The term “sketches” seems just right, a precise way to describe these otherwise uncategorizable vignettes: a flow of fragments -- some jagged, some iridescent, some goofing or drifting -- that vary in theme or length or tone. They aren’t quite poetry, aren’t quite narrative prose, yet some feel too finished to be cast off as simply jottings. They are epiphanies with shape and form and shadings; they are maps of the mind.

Like so much else in his life -- bebop before, Buddhism later -- Kerouac took to sketching like a religious rite, recording everything as fast as his fingers could move. This includes the rhythms of his sister Caroline’s home (“She / prepares the aluminum / silex for coffee -- never / puts an extra scoop for / the pot -- makes weak / American housewife coffee”), the old folks sitting stoically on front porches and the fraternity of a crowded city bar:

young, welldressed,

justsuits, puffing

cigars, glad to

have the day done

& the drink comin

in, side by side

march in smiling

but there’s no

room at the roaring

... crowded

bar so they stand

2 deep from it

waiting & smiling

& talking --

Men do love bars &

Good bars shd. be

loved --

Kerouac took many of his cues from jazz, particularly when it came to his spontaneous prose, but these sketches underscore that just as important as the sound of language was the pace at which essential details shimmer up from the page. It’s like watching key elements in a photograph develop, the old-fashioned way, in a tray.

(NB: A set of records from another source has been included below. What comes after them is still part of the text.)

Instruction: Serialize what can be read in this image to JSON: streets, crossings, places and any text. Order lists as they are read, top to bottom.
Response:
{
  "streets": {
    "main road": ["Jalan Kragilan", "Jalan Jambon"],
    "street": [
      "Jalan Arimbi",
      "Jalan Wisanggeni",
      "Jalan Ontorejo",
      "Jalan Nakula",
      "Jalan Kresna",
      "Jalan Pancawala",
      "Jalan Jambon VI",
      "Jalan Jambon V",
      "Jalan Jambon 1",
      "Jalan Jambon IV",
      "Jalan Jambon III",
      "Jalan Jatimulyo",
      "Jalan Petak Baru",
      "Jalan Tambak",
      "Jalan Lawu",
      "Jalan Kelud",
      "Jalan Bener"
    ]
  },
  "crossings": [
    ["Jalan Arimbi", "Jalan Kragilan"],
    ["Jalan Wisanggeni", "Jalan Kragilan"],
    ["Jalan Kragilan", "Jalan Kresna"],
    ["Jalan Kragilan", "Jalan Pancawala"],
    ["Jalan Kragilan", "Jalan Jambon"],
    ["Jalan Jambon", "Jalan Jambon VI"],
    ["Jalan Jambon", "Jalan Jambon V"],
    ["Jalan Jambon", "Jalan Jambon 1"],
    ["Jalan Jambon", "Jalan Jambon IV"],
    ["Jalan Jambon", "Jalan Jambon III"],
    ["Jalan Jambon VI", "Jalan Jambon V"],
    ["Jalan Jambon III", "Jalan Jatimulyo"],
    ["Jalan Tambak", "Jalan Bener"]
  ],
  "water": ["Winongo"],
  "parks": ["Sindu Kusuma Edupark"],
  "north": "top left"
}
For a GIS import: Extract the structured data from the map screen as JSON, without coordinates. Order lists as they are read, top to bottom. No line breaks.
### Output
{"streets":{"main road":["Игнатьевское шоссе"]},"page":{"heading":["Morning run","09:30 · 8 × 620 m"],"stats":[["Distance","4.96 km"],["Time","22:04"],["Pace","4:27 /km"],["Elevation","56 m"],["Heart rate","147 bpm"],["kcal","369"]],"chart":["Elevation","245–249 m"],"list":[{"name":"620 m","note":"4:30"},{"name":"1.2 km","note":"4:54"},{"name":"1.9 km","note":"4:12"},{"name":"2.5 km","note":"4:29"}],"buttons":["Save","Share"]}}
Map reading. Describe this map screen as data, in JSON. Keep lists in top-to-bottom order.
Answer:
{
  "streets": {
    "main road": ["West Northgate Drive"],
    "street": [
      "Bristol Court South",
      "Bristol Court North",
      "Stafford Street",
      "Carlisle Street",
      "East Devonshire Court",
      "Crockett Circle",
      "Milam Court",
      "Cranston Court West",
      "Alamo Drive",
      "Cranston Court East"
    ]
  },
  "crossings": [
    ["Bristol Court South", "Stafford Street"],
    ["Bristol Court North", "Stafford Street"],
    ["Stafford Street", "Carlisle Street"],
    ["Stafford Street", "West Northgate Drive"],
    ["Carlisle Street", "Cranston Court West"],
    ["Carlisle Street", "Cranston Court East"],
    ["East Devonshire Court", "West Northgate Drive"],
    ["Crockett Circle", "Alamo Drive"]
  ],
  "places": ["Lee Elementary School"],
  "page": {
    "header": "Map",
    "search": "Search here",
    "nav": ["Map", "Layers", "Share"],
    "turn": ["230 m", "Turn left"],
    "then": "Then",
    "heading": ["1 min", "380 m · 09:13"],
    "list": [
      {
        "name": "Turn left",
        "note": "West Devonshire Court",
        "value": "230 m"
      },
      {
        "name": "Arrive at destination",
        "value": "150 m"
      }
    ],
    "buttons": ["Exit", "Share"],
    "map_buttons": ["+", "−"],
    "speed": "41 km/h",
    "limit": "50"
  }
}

Taking in the details -- a barber coat over a chair, boys walking “handsapockets” along boxcar tops -- one can see why Kerouac and photographer Robert Frank, his occasional collaborator, so naturally meshed. There is a colloquial directness, a rough lyricism their work shares. At first, these sketches feel like moody still lives: “-- in window burlesk / ad, whitewashed flowerpot / of tub with soil & crazy / redblossomed weeds.” But as they pull back, unwind and wander, they find power in a contained momentum: how each detail holds his gaze. In their hurly-burly pacing, they feel like home movies, like something raw, in-the-moment, what we used to call art films.

“Book of Sketches” is a vitrine of midcentury curios that represent an America vanishing. The visual details of Kerouac’s travels, the sweeping back and forth across the country, are simply the overlay. These compressed musings also diagram a man’s turbulent psyche and his often painful attempts to find a voice, to box with hydra-headed demons (insecurity, paranoia, alcohol), even as he tries to lay claim to his elusive place in the world. They are worry beads on paper: “I will be saved, i.e., / I am not a dead duck, / not a criminal, a / bum, an idiot, a fool / -- but a great poet / & a good man -- & / now that that’s settled I / will stop worrying about / my position.”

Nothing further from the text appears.